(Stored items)
[Start of section]
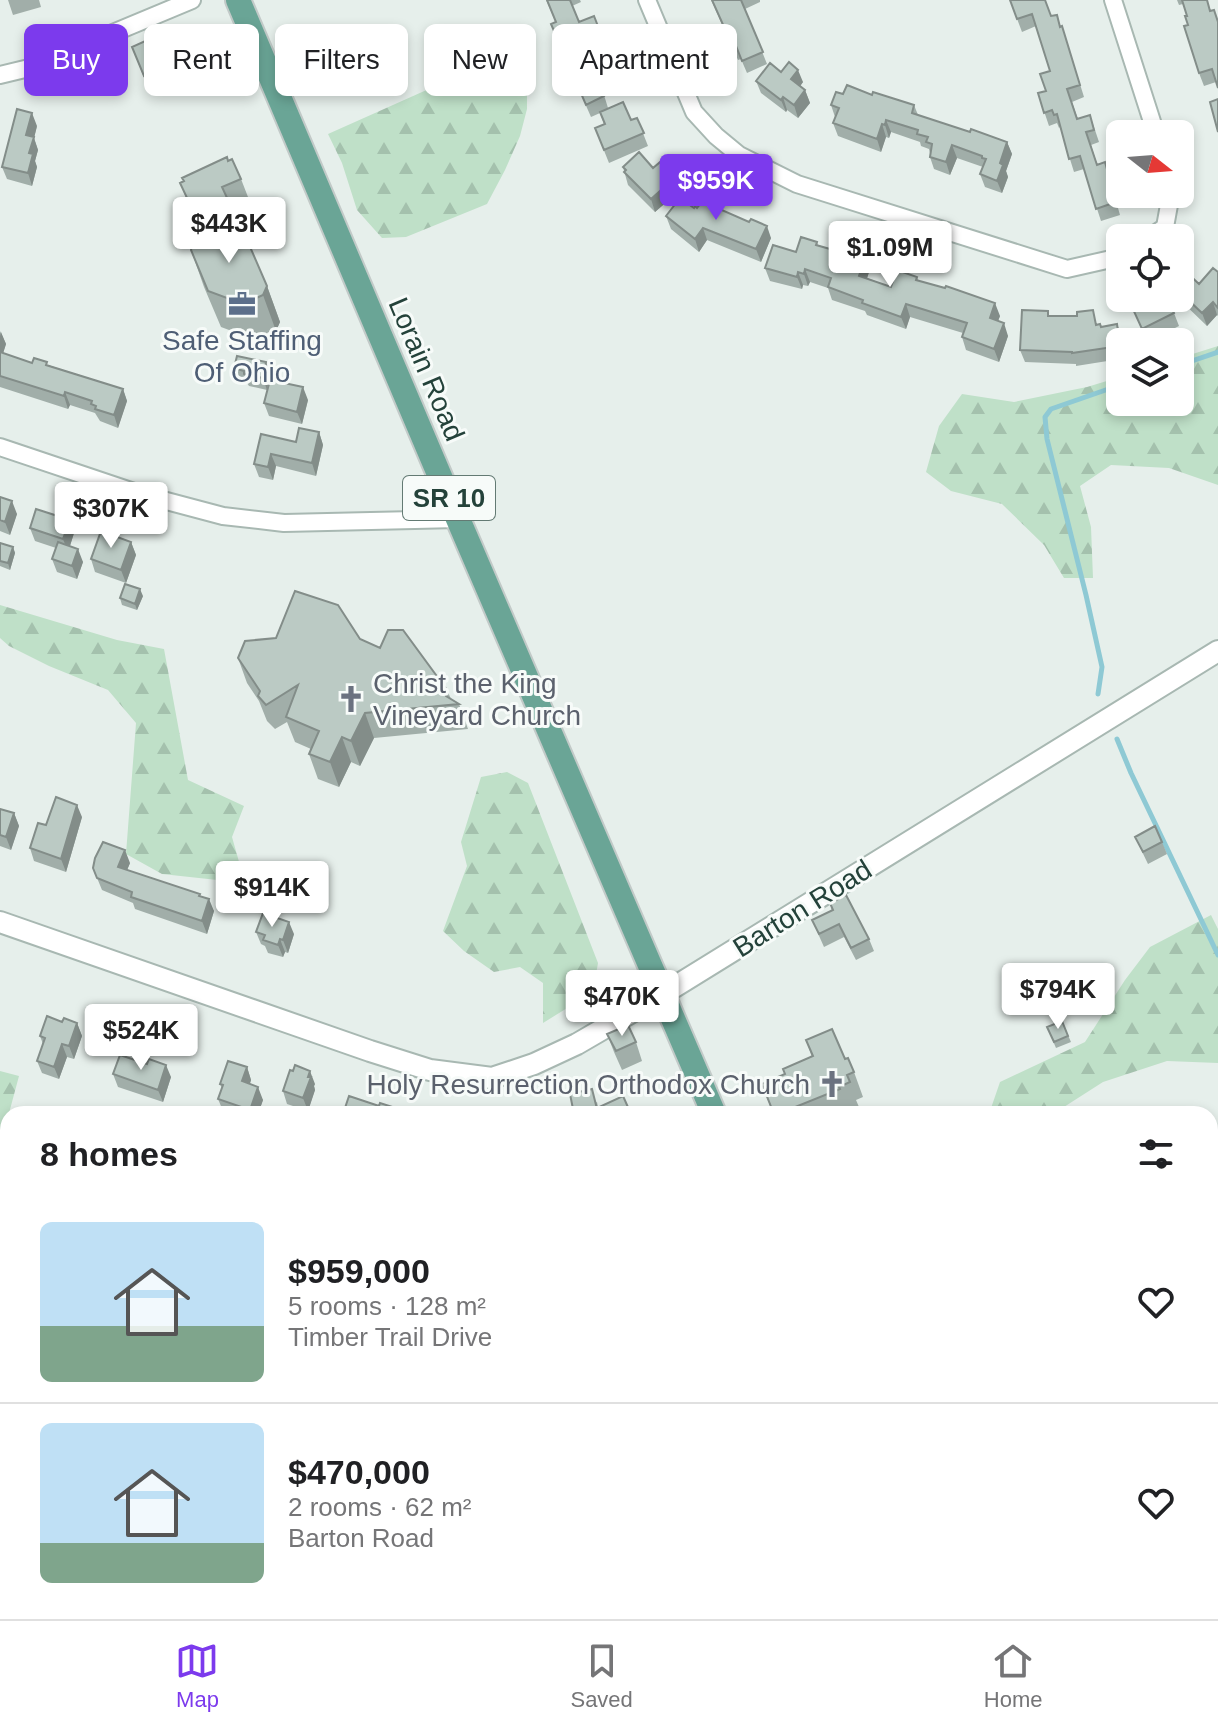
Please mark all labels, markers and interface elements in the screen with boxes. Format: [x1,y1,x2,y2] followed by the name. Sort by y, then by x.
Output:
[24,24,128,96] chip: Buy
[144,24,259,96] chip: Rent
[275,24,408,96] chip: Filters
[424,24,536,96] chip: New
[552,24,737,96] chip: Apartment
[1106,120,1194,208] north arrow
[1106,120,1194,416] map controls
[660,154,772,222] pin: $959K
[678,165,754,195] text: $959K
[173,197,285,265] pin: $443K
[191,208,267,238] text: $443K
[825,221,955,289] pin: $1.09M
[1106,224,1194,312] button: locate
[847,232,933,262] text: $1.09M
[227,289,257,319] office icon: Safe Staffing Of Ohio
[382,293,471,445] street label: Lorain Road
[162,325,322,388] place label: Safe Staffing Of Ohio
[1106,328,1194,416] button: layers
[403,476,495,520] road number: SR 10
[55,482,167,550] pin: $307K
[73,493,149,523] text: $307K
[373,668,581,731] place label: Christ the King Vineyard Church
[336,684,366,714] church icon: Christ the King Vineyard Church
[727,854,877,963] street label: Barton Road
[216,861,328,929] pin: $914K
[234,872,310,902] text: $914K
[1002,963,1114,1031] pin: $794K
[566,970,678,1038] pin: $470K
[1020,974,1096,1004] text: $794K
[584,981,660,1011] text: $470K
[85,1004,197,1072] pin: $524K
[103,1015,179,1045] text: $524K
[366,1069,810,1100] place label: Holy Resurrection Orthodox Church
[817,1069,847,1099] church icon: Holy Resurrection Orthodox Church
[1134,1132,1178,1176] icon: filters
[40,1135,178,1173] text: 8 homes
[288,1252,430,1290] text: $959,000
[104,1254,200,1350] icon: home
[1134,1280,1178,1324] icon: heart
[288,1291,486,1321] text: 5 rooms · 128 m²
[288,1322,492,1352] text: Timber Trail Drive
[288,1453,430,1491] text: $470,000
[104,1455,200,1551] icon: home
[1134,1481,1178,1525] icon: heart
[288,1492,472,1522] text: 2 rooms · 62 m²
[288,1523,434,1553] text: Barton Road
[175,1639,219,1713] tab: Map
[570,1639,633,1713] tab: Saved
[984,1639,1043,1713] tab: Home

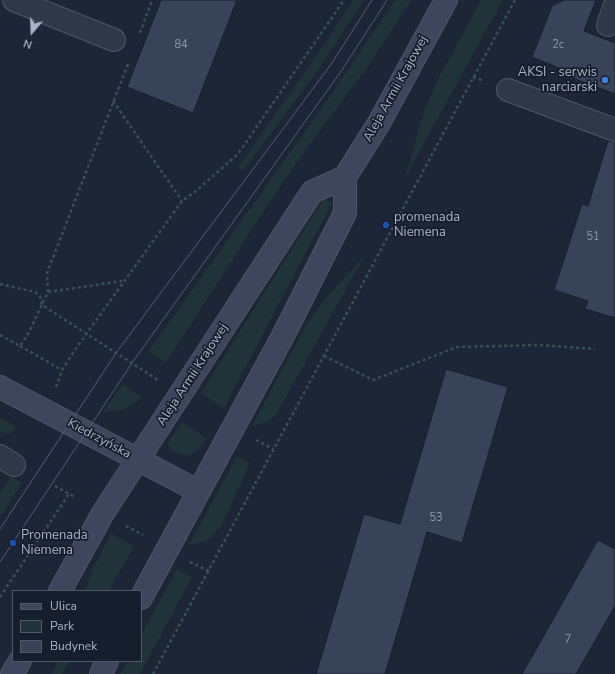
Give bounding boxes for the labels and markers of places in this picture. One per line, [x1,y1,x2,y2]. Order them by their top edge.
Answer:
place label: AKSI - serwis narciarski [518,65,597,96]
marker: AKSI - serwis narciarski [600,75,610,85]
place label: promenada Niemena [394,210,460,241]
marker: promenada Niemena [381,220,391,230]
place label: Promenada Niemena [21,528,88,559]
marker: Promenada Niemena [8,538,18,548]

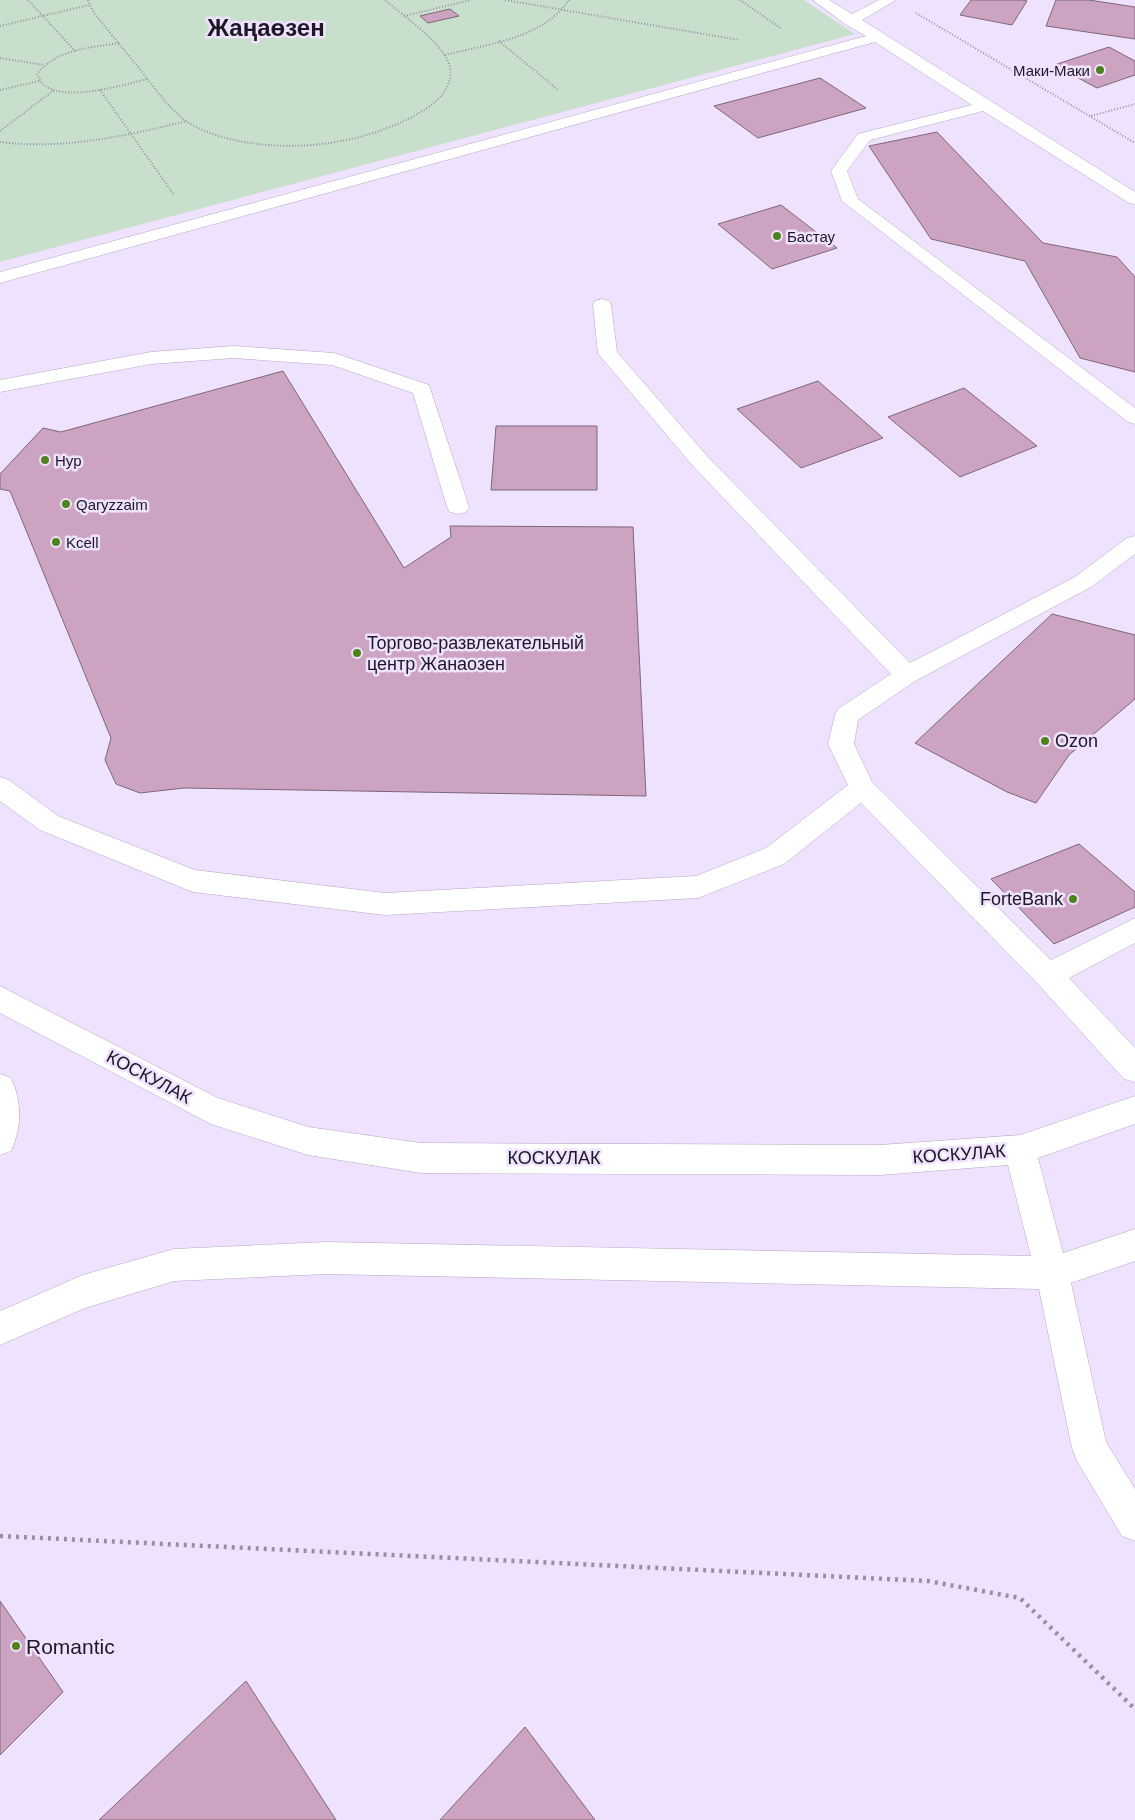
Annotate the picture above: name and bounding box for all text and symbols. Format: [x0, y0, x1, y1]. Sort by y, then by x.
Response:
[End of section]
Whenever a line of the data includes the word "bounding", show that line in full.

Give bounding boxes for the labels and markers of places in this picture. One per line, [x1,y1,x2,y2]. Order them by their top edge.
Annotate the picture above: name and bounding box for all text and symbols. Format: [x0, y0, x1, y1]. Sort by y, then by x.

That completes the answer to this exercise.